[TASK REQUIREMENTS] Reproduce the data that follows precisely.

[DATA EXTRACT]
----------------

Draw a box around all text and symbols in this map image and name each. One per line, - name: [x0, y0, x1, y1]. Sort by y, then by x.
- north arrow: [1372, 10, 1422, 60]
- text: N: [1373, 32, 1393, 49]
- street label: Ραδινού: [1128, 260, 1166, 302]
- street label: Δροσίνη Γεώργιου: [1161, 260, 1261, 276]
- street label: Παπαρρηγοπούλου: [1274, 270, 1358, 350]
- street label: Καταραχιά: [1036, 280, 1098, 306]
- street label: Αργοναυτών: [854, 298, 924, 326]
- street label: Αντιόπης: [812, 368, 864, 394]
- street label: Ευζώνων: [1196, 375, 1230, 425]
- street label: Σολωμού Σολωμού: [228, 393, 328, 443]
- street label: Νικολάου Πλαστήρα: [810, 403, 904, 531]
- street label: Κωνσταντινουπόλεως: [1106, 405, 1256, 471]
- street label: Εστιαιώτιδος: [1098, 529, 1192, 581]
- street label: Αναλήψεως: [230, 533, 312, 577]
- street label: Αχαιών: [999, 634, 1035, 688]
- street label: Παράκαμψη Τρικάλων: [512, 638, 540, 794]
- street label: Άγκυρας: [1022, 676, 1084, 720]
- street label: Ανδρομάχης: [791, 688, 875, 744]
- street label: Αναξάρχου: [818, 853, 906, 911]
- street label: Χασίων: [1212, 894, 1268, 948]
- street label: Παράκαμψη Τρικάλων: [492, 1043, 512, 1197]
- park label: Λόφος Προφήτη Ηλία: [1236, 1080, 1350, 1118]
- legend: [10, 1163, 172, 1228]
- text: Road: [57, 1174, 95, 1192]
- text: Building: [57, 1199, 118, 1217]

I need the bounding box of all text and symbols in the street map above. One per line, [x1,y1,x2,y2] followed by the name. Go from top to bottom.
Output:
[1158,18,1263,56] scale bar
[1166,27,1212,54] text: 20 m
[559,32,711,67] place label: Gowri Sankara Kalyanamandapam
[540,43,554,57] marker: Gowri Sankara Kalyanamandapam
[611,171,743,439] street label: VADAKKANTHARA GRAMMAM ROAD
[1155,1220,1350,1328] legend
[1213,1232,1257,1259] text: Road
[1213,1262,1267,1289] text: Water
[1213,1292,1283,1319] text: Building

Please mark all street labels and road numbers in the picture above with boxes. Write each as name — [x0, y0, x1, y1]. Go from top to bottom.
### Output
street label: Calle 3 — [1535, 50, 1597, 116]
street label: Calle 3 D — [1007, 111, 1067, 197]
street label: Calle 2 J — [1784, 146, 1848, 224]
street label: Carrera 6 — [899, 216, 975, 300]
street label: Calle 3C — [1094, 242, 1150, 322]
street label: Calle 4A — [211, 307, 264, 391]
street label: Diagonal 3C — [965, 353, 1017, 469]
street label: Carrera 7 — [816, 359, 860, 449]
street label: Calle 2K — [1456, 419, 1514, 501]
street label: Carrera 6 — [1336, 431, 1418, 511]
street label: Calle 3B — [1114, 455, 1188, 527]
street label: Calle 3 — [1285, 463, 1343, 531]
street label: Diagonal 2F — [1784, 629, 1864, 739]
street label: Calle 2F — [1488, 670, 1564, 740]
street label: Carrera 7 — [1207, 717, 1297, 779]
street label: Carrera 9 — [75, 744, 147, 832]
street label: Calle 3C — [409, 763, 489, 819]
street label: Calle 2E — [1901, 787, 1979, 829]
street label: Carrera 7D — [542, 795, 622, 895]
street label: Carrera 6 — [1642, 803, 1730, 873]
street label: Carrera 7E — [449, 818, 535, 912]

----------------

[RESPONSE AREA]
Draw a box around all text and symbols in this map image and name each. One per line, - name: [x0, y0, x1, y1]. Sort by y, then by x.
- north arrow: [1372, 10, 1422, 60]
- text: N: [1373, 32, 1393, 49]
- street label: Ραδινού: [1128, 260, 1166, 302]
- street label: Δροσίνη Γεώργιου: [1161, 260, 1261, 276]
- street label: Παπαρρηγοπούλου: [1274, 270, 1358, 350]
- street label: Καταραχιά: [1036, 280, 1098, 306]
- street label: Αργοναυτών: [854, 298, 924, 326]
- street label: Αντιόπης: [812, 368, 864, 394]
- street label: Ευζώνων: [1196, 375, 1230, 425]
- street label: Σολωμού Σολωμού: [228, 393, 328, 443]
- street label: Νικολάου Πλαστήρα: [810, 403, 904, 531]
- street label: Κωνσταντινουπόλεως: [1106, 405, 1256, 471]
- street label: Εστιαιώτιδος: [1098, 529, 1192, 581]
- street label: Αναλήψεως: [230, 533, 312, 577]
- street label: Αχαιών: [999, 634, 1035, 688]
- street label: Παράκαμψη Τρικάλων: [512, 638, 540, 794]
- street label: Άγκυρας: [1022, 676, 1084, 720]
- street label: Ανδρομάχης: [791, 688, 875, 744]
- street label: Αναξάρχου: [818, 853, 906, 911]
- street label: Χασίων: [1212, 894, 1268, 948]
- street label: Παράκαμψη Τρικάλων: [492, 1043, 512, 1197]
- park label: Λόφος Προφήτη Ηλία: [1236, 1080, 1350, 1118]
- legend: [10, 1163, 172, 1228]
- text: Road: [57, 1174, 95, 1192]
- text: Building: [57, 1199, 118, 1217]

I need the bounding box of all text and symbols in the street map above. One per line, [x1,y1,x2,y2] followed by the name. Go from top to bottom.
Output:
[1158,18,1263,56] scale bar
[1166,27,1212,54] text: 20 m
[559,32,711,67] place label: Gowri Sankara Kalyanamandapam
[540,43,554,57] marker: Gowri Sankara Kalyanamandapam
[611,171,743,439] street label: VADAKKANTHARA GRAMMAM ROAD
[1155,1220,1350,1328] legend
[1213,1232,1257,1259] text: Road
[1213,1262,1267,1289] text: Water
[1213,1292,1283,1319] text: Building

Please mark all street labels and road numbers in the picture above with boxes. Write each as name — [x0, y0, x1, y1]. Go from top to bottom.
### Output
street label: Calle 3 — [1535, 50, 1597, 116]
street label: Calle 3 D — [1007, 111, 1067, 197]
street label: Calle 2 J — [1784, 146, 1848, 224]
street label: Carrera 6 — [899, 216, 975, 300]
street label: Calle 3C — [1094, 242, 1150, 322]
street label: Calle 4A — [211, 307, 264, 391]
street label: Diagonal 3C — [965, 353, 1017, 469]
street label: Carrera 7 — [816, 359, 860, 449]
street label: Calle 2K — [1456, 419, 1514, 501]
street label: Carrera 6 — [1336, 431, 1418, 511]
street label: Calle 3B — [1114, 455, 1188, 527]
street label: Calle 3 — [1285, 463, 1343, 531]
street label: Diagonal 2F — [1784, 629, 1864, 739]
street label: Calle 2F — [1488, 670, 1564, 740]
street label: Carrera 7 — [1207, 717, 1297, 779]
street label: Carrera 9 — [75, 744, 147, 832]
street label: Calle 3C — [409, 763, 489, 819]
street label: Calle 2E — [1901, 787, 1979, 829]
street label: Carrera 7D — [542, 795, 622, 895]
street label: Carrera 6 — [1642, 803, 1730, 873]
street label: Carrera 7E — [449, 818, 535, 912]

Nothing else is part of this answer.